Trying to understand Apache timeout / architecture

apache-2.2timeout

I have a CentOS release 6.3 system running Apache httpd 2.2.15 and PHP 5.3.3.

My PHP web site is running fine except for one query, which has apparently hit a timeout limit. The query is now taking more than 60 seconds to run and, as a result, the users' browsers just sit waiting – for much longer, about 5 minutes or more – before showing a blank page.

It's made me wonder just how Apache/PHP works.

I set up a simple PHP script test case which simply does the following:

  • sleep for 55/65 seconds;
  • append "I'm still here!" to a file on the server;
  • output a line of HTML.

When the timeout is 55 seconds everything works as expected; my browser spins waiting for 55 seconds and then renders the HTML.

When I set the timeout to 65 seconds the browser spins for 5 minutes or more before showing a completely blank page. Meanwhile:

  • the "I'm still here" debug line is still appended to the file on the server, showing that the PHP happily ran;

  • the Apache access log also shows that the query ran, returning a HTTP status code of 200 and the correct number of bytes comprising the HTML;

  • there are no errors logged by either Apache or PHP.

I tried changing a couple of configuration settings that seemed relevant:

  • the Apache httpd.conf 'Timeout' directive, from 60 to 120;

  • the 'default_socket_timeout' setting for php.ini, from 60 to 120.

But the test case still ran exactly the same; the browser 'hanging' even after the page returns after 65 seconds. This is the case for several versions of Firefox.

Can someone assist me in understanding how things are working here? And, secondly, how I can increase the effective timeout limit so my slow query can take more than 60 seconds to run and successfully return its results to the browser?

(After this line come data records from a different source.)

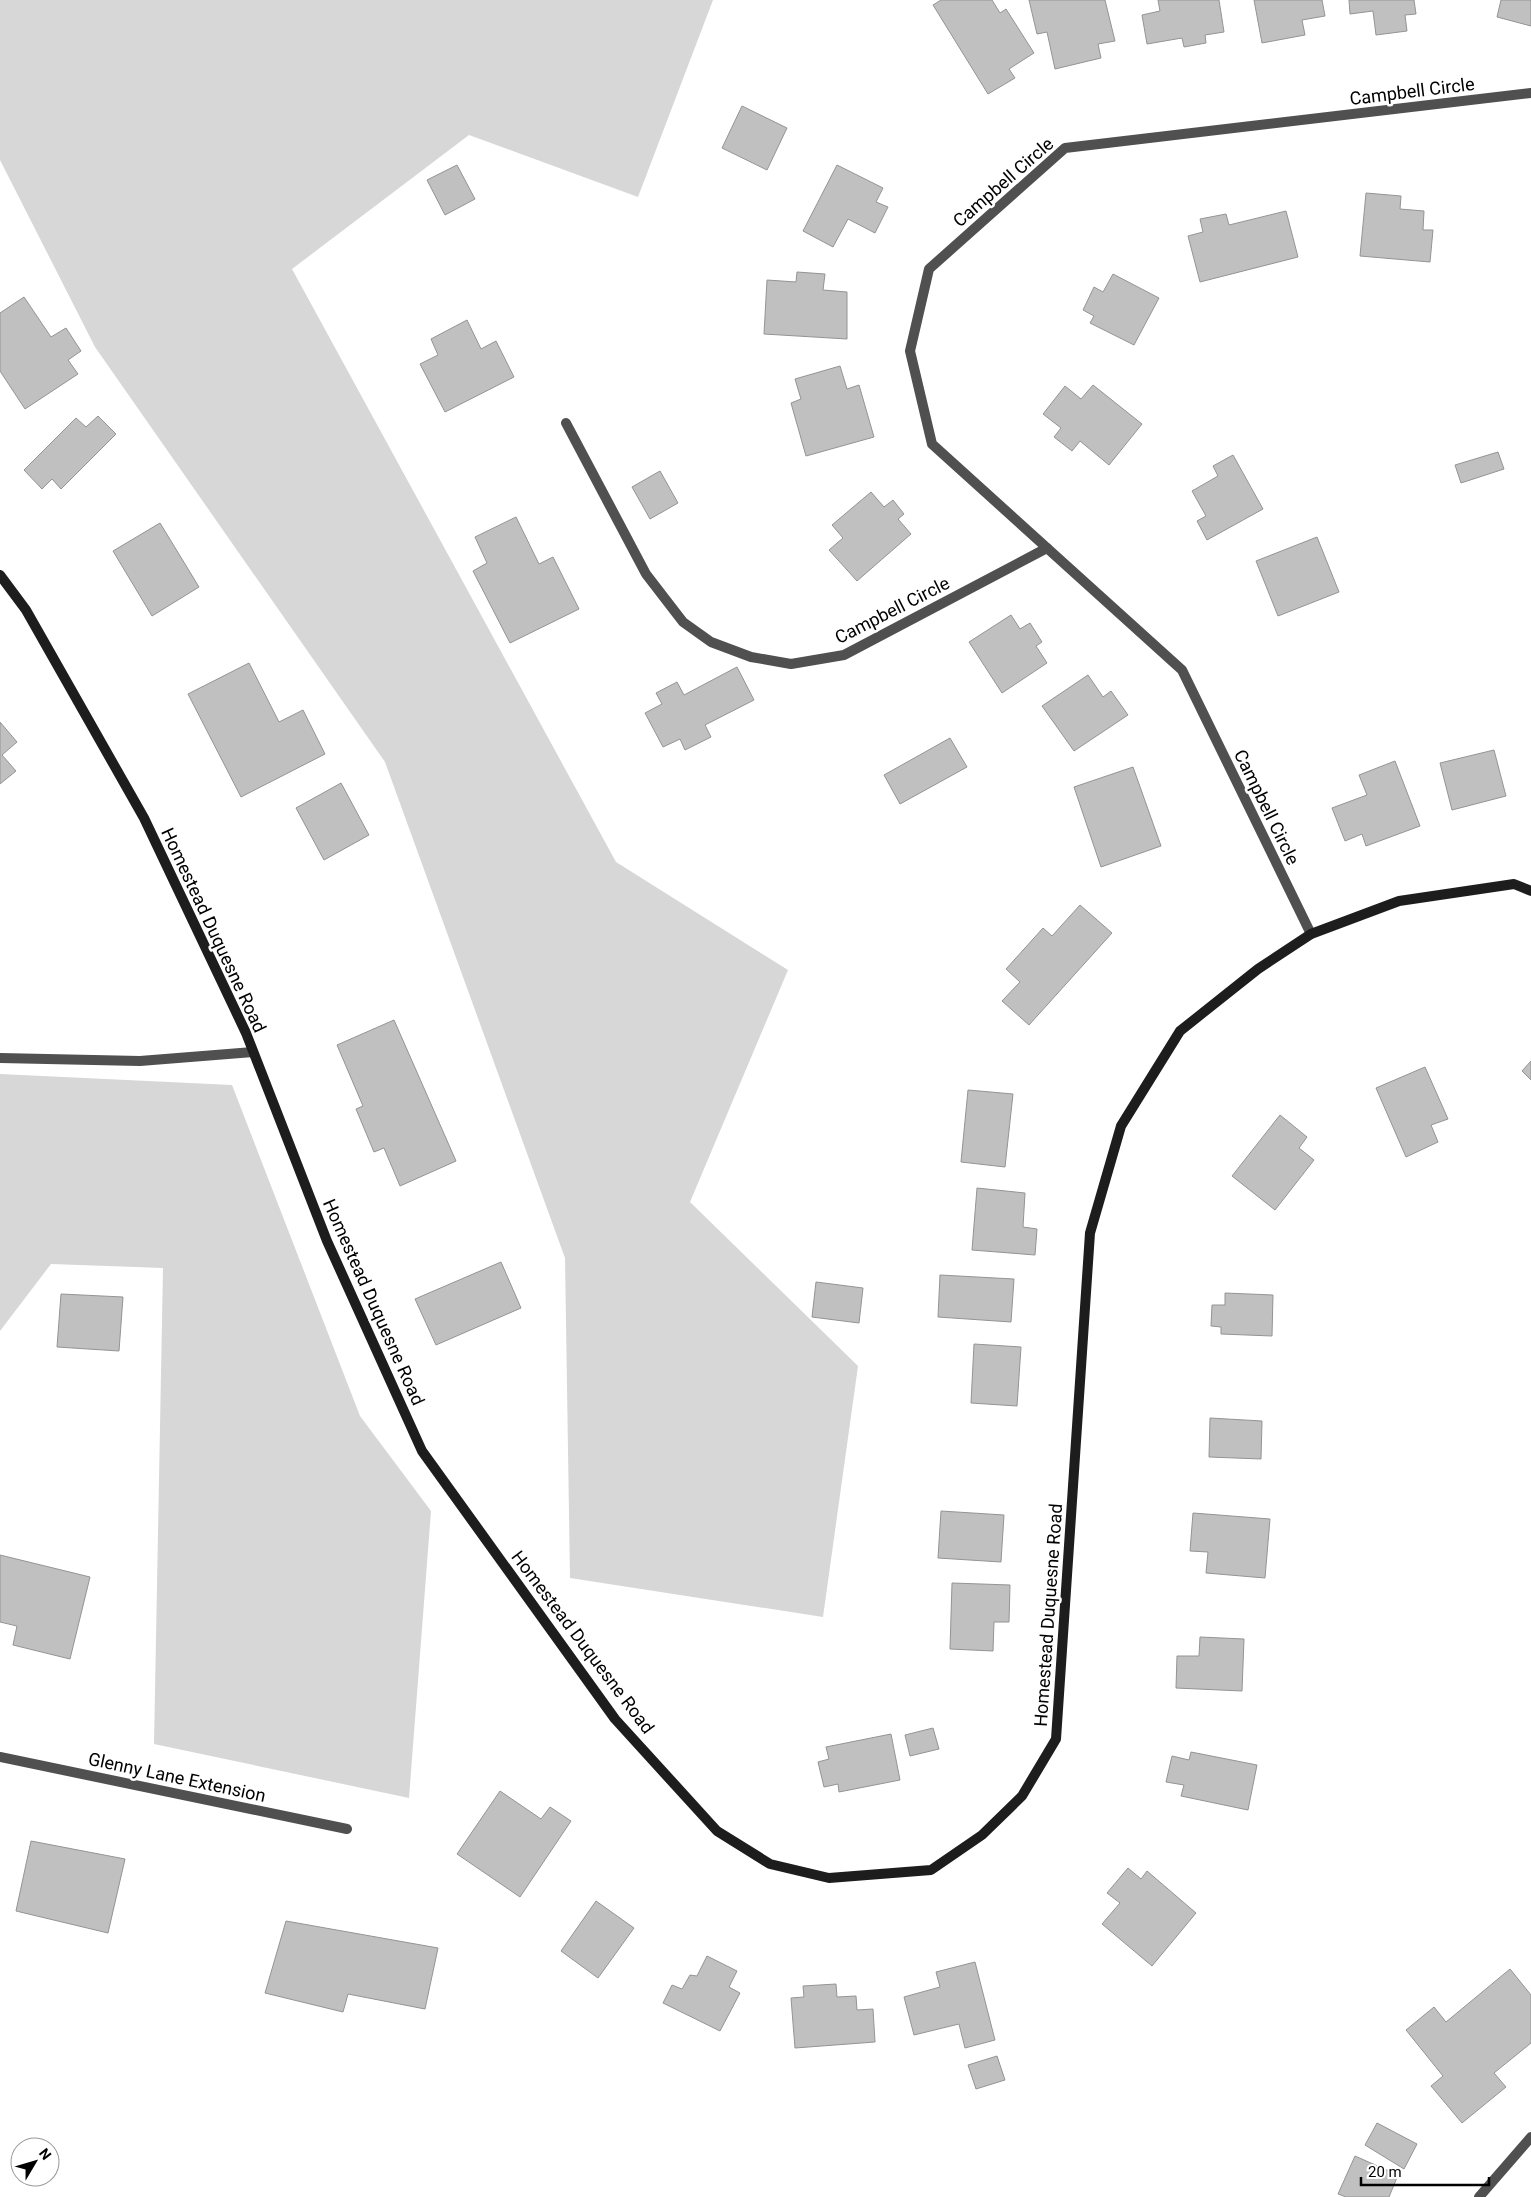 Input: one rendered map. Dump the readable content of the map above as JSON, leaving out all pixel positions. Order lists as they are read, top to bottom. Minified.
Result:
{"streets":{"street":["Campbell Circle","Homestead Duquesne Road","Glenny Lane Extension"]},"crossings":[["Campbell Circle","Homestead Duquesne Road"]],"scale_bar":"20 m","north":"top right"} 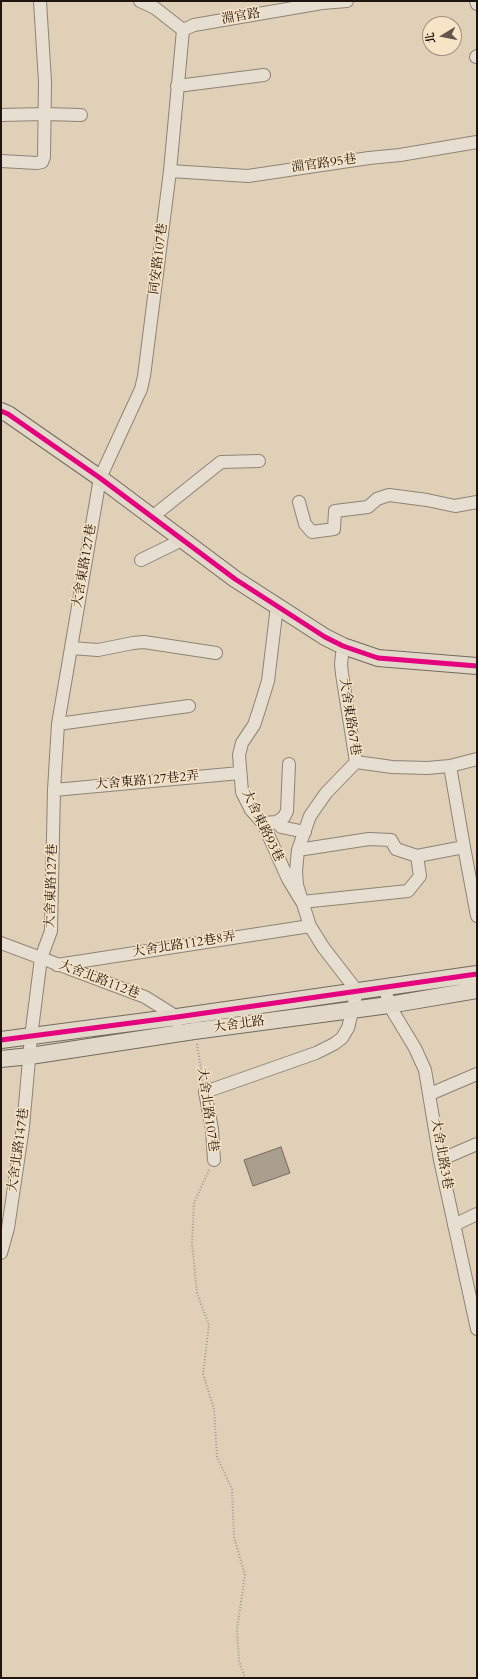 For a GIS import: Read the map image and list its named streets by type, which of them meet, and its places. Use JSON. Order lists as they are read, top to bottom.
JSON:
{
  "streets": {
    "main road": ["大舍北路"],
    "street": [
      "淵官路",
      "淵官路95巷",
      "同安路107巷",
      "大舍東路127巷",
      "大舍東路67巷",
      "大舍東路127巷2弄",
      "大舍東路93巷",
      "大舍北路112巷8弄",
      "大舍北路112巷",
      "大舍北路107巷",
      "大舍北路147巷",
      "大舍北路3巷"
    ]
  },
  "crossings": [
    ["淵官路", "同安路107巷"],
    ["淵官路95巷", "同安路107巷"],
    ["同安路107巷", "大舍東路127巷"],
    ["大舍東路127巷", "大舍東路127巷2弄"],
    ["大舍東路127巷", "大舍北路112巷"],
    ["大舍東路127巷", "大舍北路"],
    ["大舍東路127巷", "大舍北路147巷"],
    ["大舍東路127巷2弄", "大舍東路93巷"],
    ["大舍北路112巷8弄", "大舍北路112巷"],
    ["大舍北路112巷", "大舍北路"],
    ["大舍北路", "大舍北路107巷"],
    ["大舍北路", "大舍北路147巷"],
    ["大舍北路", "大舍北路3巷"]
  ],
  "north": "left"
}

I would have expected that, if there was a limit in Apache – "don't wait more than 60 seconds for PHP to run the query" – then it would either return some sort of error to the browser after that 60 seconds elapsed or otherwise log some other error. Instead I'm seeing the PHP run to completion, the Apache access log telling me "hey, everything went fine, I transmitted the 75 bytes of output to the browser", but the browser itself just sits there, never receiving that output. What is being silently 'disconnected'? If Apache never sends an error, and allows the PHP to run to completion, why doesn't it send the results back (like it says it does in its access log)?

Many thanks for any help.

Best Answer

Update all 60 second values in the /etc/php.ini to 120 to test. If you restarted Apache after the config changes, and still have a problem as described, then it appears that php is causing this based on the description.